WORKING DATA section start
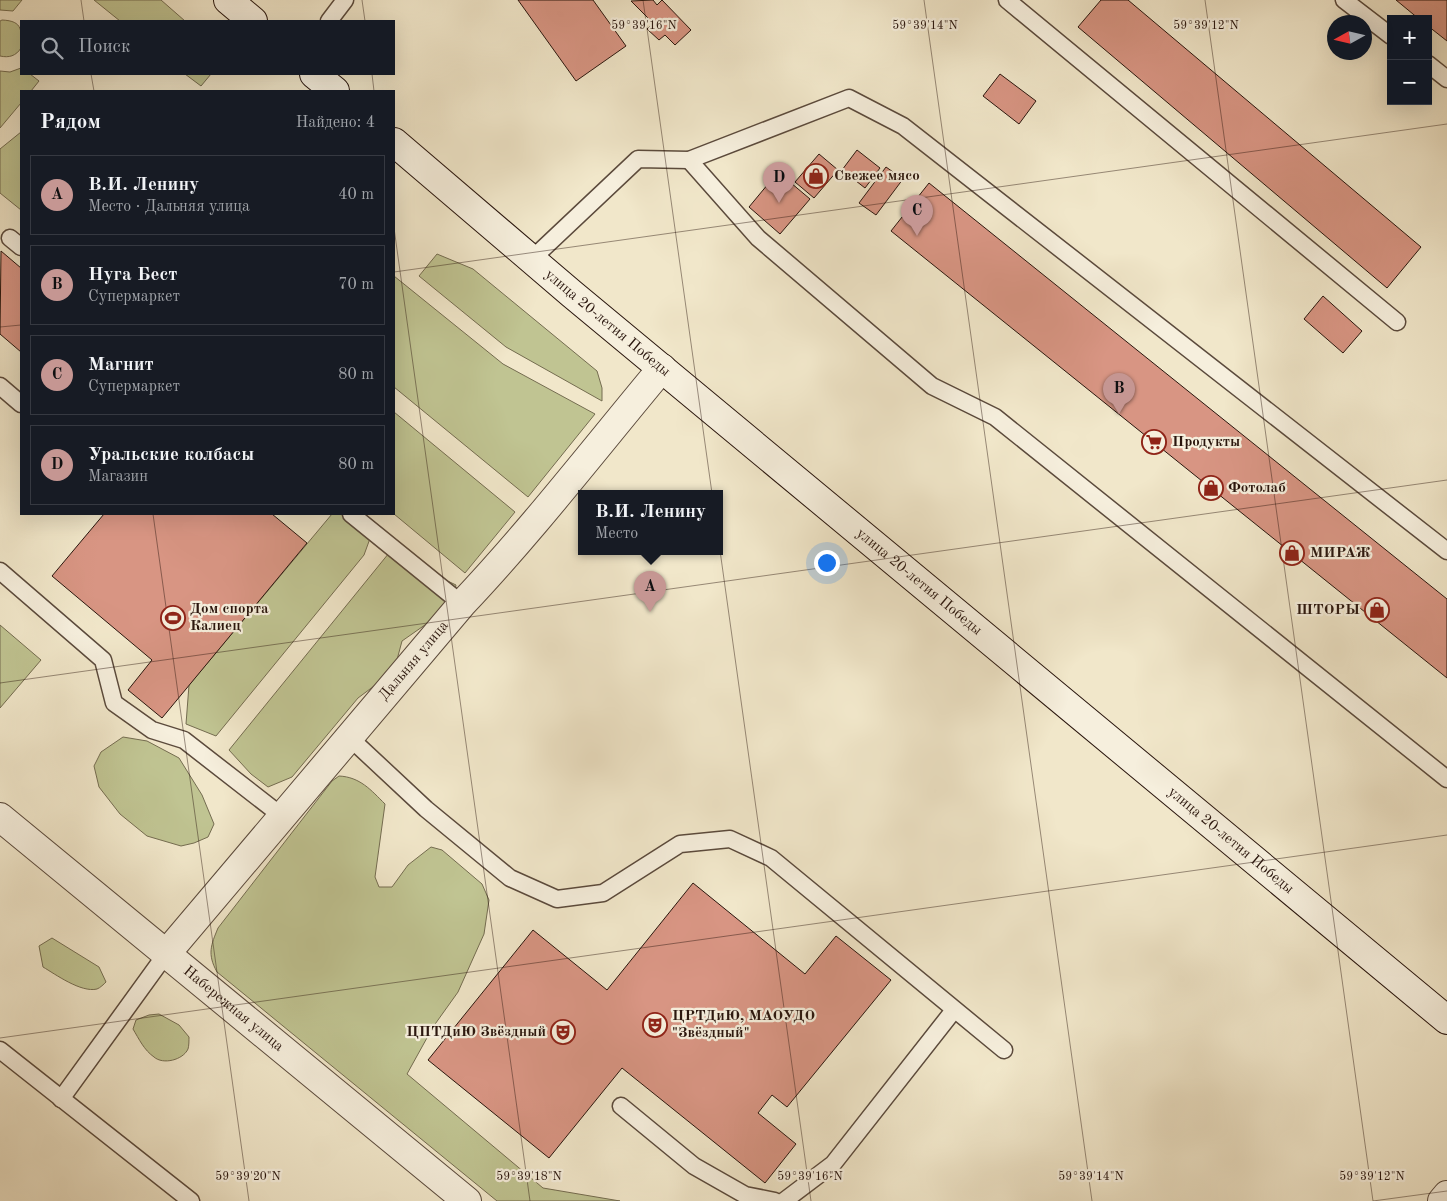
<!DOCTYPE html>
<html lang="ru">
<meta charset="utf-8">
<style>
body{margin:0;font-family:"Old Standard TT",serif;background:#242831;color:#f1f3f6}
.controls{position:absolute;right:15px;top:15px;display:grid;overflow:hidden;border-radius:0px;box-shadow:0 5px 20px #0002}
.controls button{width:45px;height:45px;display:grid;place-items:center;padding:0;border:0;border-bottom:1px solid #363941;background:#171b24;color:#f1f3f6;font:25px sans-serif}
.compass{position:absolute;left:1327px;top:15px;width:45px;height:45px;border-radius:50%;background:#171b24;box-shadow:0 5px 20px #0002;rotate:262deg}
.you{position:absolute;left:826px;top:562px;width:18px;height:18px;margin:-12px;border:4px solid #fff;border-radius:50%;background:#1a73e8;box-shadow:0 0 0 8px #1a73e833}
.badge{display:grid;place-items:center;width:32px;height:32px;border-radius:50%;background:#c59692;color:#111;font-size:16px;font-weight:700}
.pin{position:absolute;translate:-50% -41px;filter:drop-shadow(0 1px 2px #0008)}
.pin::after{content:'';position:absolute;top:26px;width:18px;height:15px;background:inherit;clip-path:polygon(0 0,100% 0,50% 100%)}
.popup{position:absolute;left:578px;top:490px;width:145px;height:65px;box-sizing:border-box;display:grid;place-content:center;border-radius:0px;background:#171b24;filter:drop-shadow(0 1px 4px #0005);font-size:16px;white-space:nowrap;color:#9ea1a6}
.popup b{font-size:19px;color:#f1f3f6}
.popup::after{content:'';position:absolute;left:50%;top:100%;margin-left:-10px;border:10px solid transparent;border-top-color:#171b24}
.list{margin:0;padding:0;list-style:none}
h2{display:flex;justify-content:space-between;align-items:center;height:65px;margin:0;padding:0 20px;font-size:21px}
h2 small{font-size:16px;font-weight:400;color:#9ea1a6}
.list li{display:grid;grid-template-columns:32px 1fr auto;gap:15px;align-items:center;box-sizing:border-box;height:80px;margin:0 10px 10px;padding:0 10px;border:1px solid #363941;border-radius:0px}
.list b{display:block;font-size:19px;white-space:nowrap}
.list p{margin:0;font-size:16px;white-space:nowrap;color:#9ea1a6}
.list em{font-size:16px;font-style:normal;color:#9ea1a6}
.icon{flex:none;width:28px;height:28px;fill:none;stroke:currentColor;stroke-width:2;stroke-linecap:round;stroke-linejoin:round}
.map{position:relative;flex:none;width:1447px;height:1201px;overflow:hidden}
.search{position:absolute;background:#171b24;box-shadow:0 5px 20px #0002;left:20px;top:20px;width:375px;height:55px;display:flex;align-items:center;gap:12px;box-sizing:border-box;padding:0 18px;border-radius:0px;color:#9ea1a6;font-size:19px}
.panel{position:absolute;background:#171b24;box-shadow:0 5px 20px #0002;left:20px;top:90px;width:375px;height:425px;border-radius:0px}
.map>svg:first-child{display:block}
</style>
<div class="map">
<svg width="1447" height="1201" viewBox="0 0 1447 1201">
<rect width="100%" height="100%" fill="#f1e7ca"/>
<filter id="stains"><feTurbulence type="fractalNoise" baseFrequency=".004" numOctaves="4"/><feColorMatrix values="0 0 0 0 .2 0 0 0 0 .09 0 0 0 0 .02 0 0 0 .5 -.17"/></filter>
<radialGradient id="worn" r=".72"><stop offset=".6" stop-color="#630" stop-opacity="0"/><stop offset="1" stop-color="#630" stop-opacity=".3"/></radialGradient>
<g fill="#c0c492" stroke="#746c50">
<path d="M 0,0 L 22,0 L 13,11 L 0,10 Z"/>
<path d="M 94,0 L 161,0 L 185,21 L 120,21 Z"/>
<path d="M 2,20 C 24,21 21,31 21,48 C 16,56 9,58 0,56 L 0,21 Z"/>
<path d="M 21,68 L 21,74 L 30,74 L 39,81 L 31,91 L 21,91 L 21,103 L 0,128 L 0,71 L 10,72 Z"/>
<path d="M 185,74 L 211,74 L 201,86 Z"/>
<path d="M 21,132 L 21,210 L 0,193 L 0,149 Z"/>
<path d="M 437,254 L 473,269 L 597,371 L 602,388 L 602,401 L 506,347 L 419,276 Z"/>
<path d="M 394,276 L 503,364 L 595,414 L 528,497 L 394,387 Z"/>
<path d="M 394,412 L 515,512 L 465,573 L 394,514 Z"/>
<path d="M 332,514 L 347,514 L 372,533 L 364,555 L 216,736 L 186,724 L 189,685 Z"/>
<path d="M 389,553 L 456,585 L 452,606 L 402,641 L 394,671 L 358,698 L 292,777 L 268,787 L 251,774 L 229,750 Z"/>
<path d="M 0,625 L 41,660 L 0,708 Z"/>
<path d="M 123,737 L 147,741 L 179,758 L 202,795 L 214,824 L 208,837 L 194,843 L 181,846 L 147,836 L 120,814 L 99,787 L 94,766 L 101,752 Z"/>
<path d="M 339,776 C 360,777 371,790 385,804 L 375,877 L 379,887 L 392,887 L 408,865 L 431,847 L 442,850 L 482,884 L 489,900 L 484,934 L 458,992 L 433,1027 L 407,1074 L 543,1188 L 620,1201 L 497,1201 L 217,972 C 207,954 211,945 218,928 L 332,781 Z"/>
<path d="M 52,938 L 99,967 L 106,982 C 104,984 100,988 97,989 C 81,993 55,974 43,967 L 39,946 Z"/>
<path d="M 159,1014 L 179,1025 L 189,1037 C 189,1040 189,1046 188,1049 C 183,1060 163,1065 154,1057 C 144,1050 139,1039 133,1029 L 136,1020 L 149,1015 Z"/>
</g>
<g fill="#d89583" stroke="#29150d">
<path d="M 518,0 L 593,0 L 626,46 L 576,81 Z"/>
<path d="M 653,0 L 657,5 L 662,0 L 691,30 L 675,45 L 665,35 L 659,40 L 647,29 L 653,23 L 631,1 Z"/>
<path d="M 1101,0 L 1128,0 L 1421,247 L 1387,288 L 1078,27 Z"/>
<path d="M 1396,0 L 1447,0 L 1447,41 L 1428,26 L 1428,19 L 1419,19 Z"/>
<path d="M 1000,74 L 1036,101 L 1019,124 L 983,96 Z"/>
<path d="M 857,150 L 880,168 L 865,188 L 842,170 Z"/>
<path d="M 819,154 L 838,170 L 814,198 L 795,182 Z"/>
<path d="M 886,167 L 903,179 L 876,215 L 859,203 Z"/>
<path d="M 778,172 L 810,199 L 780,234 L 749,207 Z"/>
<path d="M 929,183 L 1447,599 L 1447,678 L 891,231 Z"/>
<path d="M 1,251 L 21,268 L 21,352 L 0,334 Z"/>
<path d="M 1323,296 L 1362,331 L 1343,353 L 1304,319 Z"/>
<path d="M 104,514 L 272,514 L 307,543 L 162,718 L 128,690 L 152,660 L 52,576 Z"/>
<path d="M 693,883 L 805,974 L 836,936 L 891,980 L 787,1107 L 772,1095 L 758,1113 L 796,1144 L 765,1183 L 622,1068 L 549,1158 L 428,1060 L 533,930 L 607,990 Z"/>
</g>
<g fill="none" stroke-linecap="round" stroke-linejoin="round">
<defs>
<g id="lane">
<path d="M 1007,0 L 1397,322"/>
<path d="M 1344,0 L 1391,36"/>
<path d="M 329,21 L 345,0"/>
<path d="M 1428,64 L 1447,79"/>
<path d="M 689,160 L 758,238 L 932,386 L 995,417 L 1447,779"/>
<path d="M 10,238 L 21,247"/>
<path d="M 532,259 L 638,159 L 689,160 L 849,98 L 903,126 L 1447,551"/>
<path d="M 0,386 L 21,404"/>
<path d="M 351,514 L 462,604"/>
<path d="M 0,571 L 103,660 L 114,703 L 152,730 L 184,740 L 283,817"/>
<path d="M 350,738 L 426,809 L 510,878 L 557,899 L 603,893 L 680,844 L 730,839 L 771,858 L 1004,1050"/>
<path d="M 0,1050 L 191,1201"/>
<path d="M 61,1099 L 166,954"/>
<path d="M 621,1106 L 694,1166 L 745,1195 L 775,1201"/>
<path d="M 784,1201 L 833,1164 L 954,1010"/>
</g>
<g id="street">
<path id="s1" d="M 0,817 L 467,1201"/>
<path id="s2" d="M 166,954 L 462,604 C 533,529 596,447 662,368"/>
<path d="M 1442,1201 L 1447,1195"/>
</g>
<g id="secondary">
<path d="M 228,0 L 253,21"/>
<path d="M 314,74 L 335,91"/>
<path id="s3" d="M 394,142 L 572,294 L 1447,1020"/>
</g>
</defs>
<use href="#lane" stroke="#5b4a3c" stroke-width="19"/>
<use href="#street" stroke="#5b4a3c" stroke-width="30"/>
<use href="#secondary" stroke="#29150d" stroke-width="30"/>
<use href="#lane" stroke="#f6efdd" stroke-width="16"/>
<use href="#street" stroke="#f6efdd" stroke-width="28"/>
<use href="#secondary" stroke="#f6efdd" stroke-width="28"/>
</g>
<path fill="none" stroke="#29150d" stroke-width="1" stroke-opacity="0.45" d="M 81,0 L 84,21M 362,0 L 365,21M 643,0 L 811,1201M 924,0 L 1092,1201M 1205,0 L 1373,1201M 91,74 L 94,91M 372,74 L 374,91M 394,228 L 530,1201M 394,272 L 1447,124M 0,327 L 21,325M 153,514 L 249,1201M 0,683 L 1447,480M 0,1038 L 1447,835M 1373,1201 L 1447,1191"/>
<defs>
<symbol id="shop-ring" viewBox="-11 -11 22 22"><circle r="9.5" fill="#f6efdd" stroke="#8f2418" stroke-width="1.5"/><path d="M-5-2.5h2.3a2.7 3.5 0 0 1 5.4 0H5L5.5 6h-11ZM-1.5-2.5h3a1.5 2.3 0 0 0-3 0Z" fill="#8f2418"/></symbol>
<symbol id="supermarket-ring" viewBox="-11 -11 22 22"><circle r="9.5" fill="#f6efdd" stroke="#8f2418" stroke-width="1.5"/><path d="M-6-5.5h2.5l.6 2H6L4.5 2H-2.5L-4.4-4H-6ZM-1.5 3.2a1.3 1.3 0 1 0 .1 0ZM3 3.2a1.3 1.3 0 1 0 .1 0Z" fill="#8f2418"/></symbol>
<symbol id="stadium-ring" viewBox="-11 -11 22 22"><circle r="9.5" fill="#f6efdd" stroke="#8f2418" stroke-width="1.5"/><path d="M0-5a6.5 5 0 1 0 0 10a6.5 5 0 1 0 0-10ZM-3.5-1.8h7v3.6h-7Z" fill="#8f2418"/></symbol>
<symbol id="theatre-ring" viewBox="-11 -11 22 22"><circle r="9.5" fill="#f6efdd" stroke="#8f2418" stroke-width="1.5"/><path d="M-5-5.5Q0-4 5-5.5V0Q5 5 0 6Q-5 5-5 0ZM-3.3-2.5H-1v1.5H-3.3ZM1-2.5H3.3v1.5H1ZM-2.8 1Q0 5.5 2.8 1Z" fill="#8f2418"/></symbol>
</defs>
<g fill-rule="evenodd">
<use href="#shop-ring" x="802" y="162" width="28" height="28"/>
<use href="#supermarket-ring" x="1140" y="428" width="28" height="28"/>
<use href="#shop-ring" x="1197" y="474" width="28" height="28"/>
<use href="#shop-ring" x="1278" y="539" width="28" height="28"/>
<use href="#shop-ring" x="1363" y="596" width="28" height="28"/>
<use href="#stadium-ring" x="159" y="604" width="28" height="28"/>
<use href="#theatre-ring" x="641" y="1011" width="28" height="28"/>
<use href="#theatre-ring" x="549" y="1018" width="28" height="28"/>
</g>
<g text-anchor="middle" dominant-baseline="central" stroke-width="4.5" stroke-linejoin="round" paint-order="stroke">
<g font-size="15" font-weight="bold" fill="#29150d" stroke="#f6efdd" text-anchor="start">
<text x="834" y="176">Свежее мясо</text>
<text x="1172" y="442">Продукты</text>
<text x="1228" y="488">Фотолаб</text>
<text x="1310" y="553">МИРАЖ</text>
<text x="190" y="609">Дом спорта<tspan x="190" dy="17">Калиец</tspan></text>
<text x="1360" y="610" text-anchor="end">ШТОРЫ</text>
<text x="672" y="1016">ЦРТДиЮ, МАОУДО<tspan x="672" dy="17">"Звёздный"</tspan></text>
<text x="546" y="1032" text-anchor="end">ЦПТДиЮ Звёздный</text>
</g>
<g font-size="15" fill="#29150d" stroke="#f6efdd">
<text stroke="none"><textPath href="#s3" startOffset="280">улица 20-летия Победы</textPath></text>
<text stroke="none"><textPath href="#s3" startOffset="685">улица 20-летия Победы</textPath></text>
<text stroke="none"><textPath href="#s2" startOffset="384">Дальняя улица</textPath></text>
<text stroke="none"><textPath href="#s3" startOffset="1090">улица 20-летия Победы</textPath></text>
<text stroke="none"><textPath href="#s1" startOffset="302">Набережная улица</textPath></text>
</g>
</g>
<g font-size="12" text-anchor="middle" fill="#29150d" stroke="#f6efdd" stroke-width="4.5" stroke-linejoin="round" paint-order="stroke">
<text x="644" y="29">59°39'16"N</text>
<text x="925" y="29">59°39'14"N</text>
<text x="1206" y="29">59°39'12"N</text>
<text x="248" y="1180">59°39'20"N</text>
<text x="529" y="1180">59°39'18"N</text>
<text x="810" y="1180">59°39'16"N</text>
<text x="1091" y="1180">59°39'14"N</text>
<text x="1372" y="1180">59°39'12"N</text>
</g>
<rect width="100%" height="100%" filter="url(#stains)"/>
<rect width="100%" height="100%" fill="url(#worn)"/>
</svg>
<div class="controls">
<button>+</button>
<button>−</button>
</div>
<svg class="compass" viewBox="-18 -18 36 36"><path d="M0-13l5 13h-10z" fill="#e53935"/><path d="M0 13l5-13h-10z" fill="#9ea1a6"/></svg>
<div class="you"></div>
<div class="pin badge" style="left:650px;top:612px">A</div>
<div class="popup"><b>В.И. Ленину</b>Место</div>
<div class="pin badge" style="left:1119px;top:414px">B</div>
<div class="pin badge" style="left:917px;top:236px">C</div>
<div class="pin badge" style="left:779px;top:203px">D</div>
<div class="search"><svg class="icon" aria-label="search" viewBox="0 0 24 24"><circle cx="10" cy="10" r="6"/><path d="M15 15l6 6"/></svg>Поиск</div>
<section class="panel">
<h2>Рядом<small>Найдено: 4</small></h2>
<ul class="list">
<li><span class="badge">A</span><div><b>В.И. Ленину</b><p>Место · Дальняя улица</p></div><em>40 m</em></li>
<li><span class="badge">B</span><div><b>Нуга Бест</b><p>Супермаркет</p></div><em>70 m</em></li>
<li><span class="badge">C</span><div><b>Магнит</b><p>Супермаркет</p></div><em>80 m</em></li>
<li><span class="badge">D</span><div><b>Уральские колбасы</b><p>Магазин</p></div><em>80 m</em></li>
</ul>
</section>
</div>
WORKING DATA section end
INSTRUCTIONS TO FOLLOW
Take each line above that contains "list" and copy it out.

ANSWER FOR THIS EXERCISE
.list{margin:0;padding:0;list-style:none}
.list li{display:grid;grid-template-columns:32px 1fr auto;gap:15px;align-items:center;box-sizing:border-box;height:80px;margin:0 10px 10px;padding:0 10px;border:1px solid #363941;border-radius:0px}
.list b{display:block;font-size:19px;white-space:nowrap}
.list p{margin:0;font-size:16px;white-space:nowrap;color:#9ea1a6}
.list em{font-size:16px;font-style:normal;color:#9ea1a6}
<ul class="list">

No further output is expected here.